BEGIN
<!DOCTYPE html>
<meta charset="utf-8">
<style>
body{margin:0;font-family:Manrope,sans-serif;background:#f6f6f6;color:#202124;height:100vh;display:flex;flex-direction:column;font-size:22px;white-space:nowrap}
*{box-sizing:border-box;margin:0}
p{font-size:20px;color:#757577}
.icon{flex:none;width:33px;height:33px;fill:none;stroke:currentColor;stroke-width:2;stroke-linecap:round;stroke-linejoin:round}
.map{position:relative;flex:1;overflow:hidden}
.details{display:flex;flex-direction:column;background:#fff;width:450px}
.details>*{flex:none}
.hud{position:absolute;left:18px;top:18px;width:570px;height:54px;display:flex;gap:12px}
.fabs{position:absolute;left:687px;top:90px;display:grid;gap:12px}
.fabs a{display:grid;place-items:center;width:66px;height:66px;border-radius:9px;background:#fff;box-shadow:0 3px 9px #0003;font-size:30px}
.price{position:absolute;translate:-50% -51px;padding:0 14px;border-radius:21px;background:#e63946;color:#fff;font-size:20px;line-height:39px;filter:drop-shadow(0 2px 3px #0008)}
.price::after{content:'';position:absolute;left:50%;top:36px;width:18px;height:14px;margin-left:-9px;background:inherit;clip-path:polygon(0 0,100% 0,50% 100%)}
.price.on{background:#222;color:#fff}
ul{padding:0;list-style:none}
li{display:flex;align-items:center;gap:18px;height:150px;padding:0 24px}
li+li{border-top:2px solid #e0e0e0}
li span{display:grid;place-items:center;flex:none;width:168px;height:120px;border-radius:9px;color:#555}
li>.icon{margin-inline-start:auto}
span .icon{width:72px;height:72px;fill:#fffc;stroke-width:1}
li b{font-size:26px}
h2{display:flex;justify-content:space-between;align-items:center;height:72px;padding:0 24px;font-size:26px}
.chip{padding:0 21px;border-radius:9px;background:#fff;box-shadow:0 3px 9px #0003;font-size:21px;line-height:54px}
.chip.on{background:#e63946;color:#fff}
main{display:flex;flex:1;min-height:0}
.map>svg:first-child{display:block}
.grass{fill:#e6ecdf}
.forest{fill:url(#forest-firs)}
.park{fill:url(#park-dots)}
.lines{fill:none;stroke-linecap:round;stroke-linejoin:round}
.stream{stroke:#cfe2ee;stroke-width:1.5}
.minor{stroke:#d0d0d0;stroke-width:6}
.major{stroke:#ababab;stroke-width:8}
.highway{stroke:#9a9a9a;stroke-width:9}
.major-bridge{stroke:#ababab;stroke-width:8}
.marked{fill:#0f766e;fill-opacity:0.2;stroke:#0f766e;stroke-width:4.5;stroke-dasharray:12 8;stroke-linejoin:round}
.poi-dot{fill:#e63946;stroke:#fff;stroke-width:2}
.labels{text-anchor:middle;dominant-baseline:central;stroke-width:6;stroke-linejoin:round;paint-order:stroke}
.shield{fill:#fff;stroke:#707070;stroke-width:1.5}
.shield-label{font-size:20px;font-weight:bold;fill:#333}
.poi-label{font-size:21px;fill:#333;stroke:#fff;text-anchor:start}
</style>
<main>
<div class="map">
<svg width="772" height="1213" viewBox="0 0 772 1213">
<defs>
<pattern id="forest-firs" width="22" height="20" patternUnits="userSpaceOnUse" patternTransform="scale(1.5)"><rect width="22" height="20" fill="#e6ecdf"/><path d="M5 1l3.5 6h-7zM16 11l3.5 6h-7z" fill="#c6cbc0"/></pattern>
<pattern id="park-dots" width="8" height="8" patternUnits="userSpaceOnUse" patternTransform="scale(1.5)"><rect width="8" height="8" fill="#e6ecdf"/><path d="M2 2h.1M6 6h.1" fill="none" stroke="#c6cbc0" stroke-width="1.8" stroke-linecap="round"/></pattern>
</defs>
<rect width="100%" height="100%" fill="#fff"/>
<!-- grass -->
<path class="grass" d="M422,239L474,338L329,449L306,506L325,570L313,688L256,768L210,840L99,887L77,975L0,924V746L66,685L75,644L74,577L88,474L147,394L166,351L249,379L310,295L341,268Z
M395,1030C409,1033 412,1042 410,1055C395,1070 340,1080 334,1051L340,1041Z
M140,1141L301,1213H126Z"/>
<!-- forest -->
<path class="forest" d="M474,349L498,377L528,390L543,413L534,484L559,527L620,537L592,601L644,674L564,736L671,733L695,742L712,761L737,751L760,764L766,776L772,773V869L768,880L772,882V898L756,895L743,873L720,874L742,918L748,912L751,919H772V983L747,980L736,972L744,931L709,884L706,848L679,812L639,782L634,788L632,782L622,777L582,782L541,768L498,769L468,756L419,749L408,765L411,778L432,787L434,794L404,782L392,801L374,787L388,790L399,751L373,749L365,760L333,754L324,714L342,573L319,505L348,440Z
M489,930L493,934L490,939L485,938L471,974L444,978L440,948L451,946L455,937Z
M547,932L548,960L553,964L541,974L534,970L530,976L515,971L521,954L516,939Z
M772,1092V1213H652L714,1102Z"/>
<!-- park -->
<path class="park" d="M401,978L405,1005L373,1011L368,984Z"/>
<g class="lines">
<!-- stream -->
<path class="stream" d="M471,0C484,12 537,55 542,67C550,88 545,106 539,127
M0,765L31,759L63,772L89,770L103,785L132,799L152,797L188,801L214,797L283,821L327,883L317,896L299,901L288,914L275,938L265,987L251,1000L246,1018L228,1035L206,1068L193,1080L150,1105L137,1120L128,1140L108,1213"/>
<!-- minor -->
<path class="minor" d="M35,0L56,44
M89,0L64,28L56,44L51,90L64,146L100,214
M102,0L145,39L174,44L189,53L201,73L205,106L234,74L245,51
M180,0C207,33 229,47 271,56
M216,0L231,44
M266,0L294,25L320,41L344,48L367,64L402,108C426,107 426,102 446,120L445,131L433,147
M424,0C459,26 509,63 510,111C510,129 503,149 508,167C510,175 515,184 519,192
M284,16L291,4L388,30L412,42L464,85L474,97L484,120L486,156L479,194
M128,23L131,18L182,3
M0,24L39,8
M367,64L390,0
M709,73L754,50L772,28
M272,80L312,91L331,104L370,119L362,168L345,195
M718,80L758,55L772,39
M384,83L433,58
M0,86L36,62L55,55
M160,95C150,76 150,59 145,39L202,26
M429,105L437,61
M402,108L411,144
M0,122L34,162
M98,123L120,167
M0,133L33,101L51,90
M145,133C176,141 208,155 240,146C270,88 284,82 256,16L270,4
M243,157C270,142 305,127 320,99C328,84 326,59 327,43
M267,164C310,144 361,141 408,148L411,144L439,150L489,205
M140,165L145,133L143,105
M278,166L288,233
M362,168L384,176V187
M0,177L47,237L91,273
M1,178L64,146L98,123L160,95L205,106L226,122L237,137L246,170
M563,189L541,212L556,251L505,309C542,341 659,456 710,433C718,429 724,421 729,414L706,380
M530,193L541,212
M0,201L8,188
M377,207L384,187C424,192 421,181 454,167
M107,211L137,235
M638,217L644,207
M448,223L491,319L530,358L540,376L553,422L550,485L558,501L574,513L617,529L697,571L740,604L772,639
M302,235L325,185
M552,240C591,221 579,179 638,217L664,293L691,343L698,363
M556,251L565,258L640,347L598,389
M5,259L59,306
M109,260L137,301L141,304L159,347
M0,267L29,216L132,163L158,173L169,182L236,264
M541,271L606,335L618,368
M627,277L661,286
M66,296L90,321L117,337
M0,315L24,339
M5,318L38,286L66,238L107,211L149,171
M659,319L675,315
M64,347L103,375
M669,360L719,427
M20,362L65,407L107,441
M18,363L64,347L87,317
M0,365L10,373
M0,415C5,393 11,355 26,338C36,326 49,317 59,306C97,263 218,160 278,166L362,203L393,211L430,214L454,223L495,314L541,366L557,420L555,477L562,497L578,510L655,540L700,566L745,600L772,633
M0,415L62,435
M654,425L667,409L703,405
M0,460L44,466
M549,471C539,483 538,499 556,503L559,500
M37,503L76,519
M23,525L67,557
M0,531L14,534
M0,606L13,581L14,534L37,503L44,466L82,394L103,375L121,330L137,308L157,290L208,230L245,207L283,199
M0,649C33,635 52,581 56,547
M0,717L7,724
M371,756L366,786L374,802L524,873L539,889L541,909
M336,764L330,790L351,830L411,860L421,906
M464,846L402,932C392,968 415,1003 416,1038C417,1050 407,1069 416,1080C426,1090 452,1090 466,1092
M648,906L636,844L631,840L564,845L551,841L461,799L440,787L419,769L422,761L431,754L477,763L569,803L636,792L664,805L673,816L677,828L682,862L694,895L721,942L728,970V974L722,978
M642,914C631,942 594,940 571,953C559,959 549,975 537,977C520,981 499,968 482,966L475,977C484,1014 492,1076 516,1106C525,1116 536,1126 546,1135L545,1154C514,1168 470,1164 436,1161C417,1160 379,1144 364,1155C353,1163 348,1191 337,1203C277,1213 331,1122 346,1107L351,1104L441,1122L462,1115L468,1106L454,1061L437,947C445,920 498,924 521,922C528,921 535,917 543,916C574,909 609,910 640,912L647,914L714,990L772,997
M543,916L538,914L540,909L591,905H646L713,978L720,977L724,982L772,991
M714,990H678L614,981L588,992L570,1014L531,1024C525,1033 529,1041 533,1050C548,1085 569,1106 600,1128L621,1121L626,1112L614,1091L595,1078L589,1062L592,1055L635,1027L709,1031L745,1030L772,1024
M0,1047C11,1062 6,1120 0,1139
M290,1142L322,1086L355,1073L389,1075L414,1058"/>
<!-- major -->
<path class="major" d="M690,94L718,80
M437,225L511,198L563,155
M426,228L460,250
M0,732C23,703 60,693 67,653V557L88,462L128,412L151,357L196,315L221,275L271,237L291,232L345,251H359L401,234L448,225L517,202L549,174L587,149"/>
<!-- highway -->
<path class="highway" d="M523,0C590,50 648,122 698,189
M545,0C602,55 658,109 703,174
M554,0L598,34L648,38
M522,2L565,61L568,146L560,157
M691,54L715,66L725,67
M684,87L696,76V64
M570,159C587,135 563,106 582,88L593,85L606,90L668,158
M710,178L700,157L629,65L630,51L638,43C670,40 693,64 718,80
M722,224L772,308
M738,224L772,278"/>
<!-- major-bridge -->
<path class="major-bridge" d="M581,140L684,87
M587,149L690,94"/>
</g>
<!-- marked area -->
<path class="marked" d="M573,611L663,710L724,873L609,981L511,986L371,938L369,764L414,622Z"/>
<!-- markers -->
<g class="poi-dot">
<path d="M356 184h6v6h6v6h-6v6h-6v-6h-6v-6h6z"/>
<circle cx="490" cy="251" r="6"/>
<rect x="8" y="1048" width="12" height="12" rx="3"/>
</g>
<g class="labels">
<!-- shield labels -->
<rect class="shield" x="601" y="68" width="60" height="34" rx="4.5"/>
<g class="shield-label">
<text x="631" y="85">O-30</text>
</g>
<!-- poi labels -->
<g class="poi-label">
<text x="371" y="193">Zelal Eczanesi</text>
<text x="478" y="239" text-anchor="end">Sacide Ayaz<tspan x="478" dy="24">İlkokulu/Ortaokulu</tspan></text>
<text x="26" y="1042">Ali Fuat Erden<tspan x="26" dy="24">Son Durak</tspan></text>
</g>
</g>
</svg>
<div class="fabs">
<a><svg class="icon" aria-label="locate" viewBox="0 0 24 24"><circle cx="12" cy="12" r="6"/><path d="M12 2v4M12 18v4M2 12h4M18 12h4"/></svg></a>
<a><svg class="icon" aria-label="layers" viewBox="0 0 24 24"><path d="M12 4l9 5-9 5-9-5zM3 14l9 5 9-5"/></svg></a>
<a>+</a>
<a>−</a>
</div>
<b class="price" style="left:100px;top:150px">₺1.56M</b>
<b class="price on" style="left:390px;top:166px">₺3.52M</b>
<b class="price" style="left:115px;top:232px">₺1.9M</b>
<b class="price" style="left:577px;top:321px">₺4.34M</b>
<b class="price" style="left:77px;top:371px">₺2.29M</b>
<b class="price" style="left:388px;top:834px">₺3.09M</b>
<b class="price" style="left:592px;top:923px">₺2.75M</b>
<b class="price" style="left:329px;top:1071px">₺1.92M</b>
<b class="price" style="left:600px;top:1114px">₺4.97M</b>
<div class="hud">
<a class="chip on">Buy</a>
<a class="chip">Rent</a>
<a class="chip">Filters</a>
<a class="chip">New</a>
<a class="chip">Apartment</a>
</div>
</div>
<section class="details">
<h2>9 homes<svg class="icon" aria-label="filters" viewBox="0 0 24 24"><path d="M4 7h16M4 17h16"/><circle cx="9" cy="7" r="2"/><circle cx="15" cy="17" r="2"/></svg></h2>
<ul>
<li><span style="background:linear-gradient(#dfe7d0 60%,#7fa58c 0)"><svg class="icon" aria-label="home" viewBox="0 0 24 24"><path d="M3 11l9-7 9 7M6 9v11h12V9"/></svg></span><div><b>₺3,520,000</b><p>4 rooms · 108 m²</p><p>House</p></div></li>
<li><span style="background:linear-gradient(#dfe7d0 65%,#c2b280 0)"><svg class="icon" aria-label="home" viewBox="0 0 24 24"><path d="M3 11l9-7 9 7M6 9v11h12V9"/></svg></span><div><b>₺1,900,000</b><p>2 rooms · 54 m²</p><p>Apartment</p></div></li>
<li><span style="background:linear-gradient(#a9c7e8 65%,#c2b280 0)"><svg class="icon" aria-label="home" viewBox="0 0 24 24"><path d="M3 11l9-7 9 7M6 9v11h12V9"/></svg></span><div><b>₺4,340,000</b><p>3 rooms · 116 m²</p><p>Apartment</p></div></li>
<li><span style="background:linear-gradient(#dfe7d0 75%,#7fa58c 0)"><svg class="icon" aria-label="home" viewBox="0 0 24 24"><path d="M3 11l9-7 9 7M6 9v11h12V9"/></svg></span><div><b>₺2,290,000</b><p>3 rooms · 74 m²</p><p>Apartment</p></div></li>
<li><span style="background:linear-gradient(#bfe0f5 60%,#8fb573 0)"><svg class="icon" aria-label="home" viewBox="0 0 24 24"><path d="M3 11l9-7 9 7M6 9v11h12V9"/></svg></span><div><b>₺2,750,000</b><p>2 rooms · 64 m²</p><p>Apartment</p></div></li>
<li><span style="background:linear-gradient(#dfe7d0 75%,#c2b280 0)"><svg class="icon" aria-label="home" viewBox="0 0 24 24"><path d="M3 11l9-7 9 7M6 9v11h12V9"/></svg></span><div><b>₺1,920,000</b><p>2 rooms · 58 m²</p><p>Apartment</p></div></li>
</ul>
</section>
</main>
END
◆ **TASK TO COMPLETE**
Using the entries above, work out the number of lines containing the string "position", and supply only that number.

◆ **REPLY**
5